Shlog Commandment #1: No Bro-ing

Do not bro me.  Also, related, do not brah me.

Bro is often used to soften the blow of something unneccessarily evil someone has just said to me after they realize it was evil but just before the evil sentence is completed.  Example: Don’t tell me I shouldn’t buy an iPhone.  I don’t tell you how to spend YOUR money…bro.

Bro is also used frequently as an expression of closeness between strangers and me, strangers who I am not close to, strangers who are not related to me in any way that I am aware of.  Example: I just love you, bro.

Bro is short for brother.  It is used by people either very concerned with the efficiency of language or with talking like everyone else.

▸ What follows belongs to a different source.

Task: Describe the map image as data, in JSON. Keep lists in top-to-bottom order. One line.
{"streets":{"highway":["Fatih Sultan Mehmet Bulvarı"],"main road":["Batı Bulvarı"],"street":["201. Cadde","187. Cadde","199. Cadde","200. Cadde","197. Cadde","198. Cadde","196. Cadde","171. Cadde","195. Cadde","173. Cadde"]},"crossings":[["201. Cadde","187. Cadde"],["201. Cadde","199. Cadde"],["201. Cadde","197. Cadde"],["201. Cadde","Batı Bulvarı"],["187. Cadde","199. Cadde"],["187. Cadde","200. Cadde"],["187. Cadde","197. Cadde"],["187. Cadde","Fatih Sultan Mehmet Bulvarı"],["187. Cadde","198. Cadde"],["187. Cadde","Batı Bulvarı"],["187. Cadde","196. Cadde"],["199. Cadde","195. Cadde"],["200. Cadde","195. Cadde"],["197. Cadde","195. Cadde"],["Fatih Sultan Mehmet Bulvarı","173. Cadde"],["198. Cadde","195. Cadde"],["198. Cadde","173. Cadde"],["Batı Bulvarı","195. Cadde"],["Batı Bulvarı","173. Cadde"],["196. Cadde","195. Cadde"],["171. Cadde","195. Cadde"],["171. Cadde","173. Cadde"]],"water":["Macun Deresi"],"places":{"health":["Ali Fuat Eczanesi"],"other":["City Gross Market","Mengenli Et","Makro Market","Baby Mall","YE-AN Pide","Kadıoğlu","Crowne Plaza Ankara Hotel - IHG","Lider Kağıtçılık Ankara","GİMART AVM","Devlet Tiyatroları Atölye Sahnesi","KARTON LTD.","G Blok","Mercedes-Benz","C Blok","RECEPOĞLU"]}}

Bro was brought into the American Christian subculture by fraternity guys who got saved after waking up too many times in partially digested Corona, and became youth ministers or emergent church pastors with a testimony.  Thus the frequent use of bro among youth ministers and emergent church pastors who like beer.

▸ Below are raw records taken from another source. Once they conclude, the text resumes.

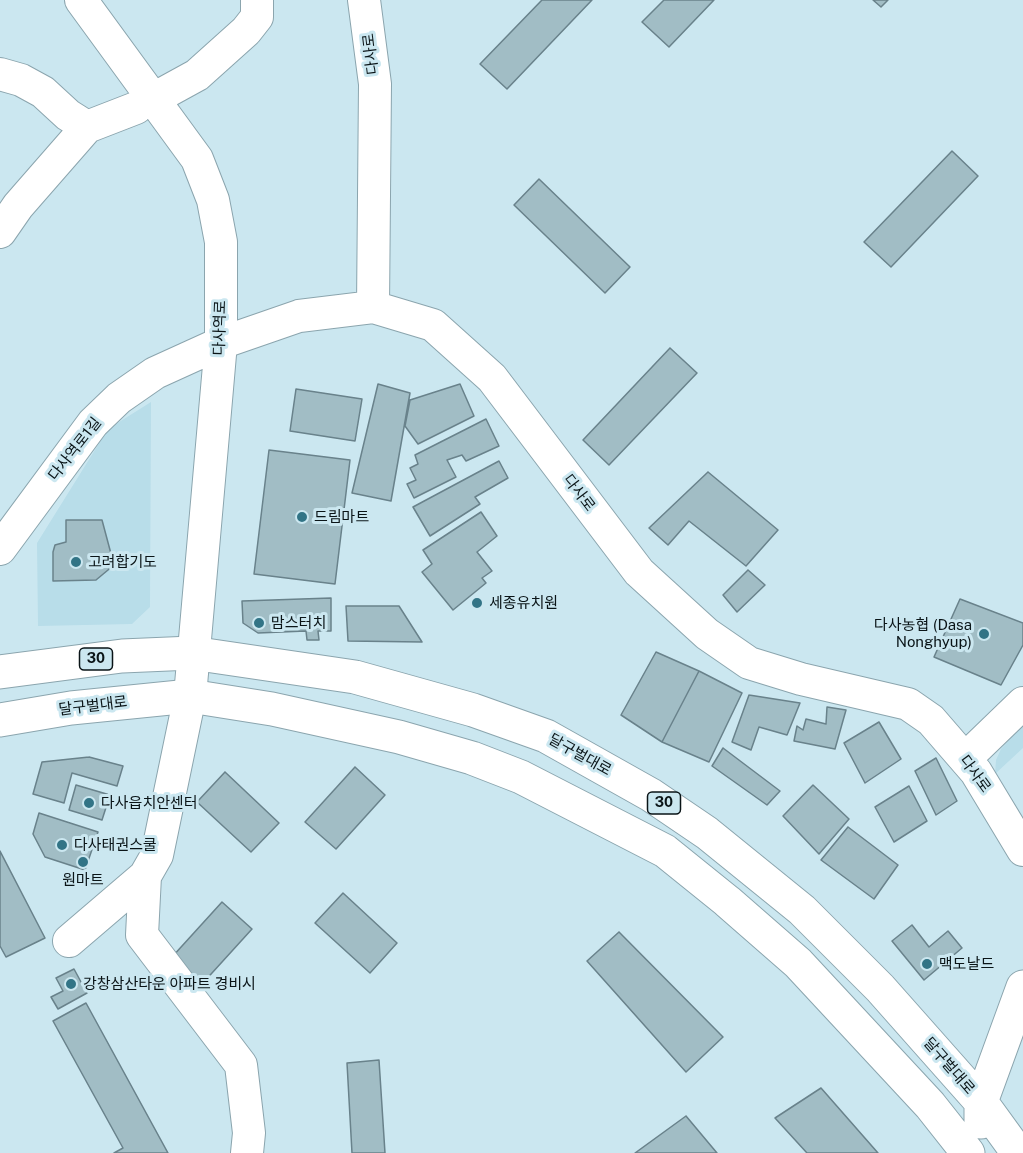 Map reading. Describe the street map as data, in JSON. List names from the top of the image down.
{
  "streets": {
    "main road": ["30", "달구벌대로"],
    "street": ["다사로", "다사역로", "다사역로1길"]
  },
  "crossings": [
    ["다사로", "다사역로1길"],
    ["다사역로", "다사역로1길"],
    ["다사역로", "달구벌대로"]
  ],
  "places": [
    "드림마트",
    "고려합기도",
    "세종유치원",
    "맘스터치",
    "다사농협 (Dasa Nonghyup)",
    "다사읍치안센터",
    "다사태권스쿨",
    "원마트",
    "맥도날드",
    "강창삼산타운 아파트 경비시"
  ]
}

Bro evolved, about three years ago, at a Young Life meeting just outside of Dallas into the more laid back and less intelligible brah.  No one’s sure how this occurred.  Southwestern Theological Seminary is studying this evil linguistic transformation as I type.  Truett Seminary is developing course work on its proper use in the pulpit, based upon research into its probable frequent utterance by early church fathers and using Kyle Lake as their contemporary model.

But, regardless, don’t bro or brah me.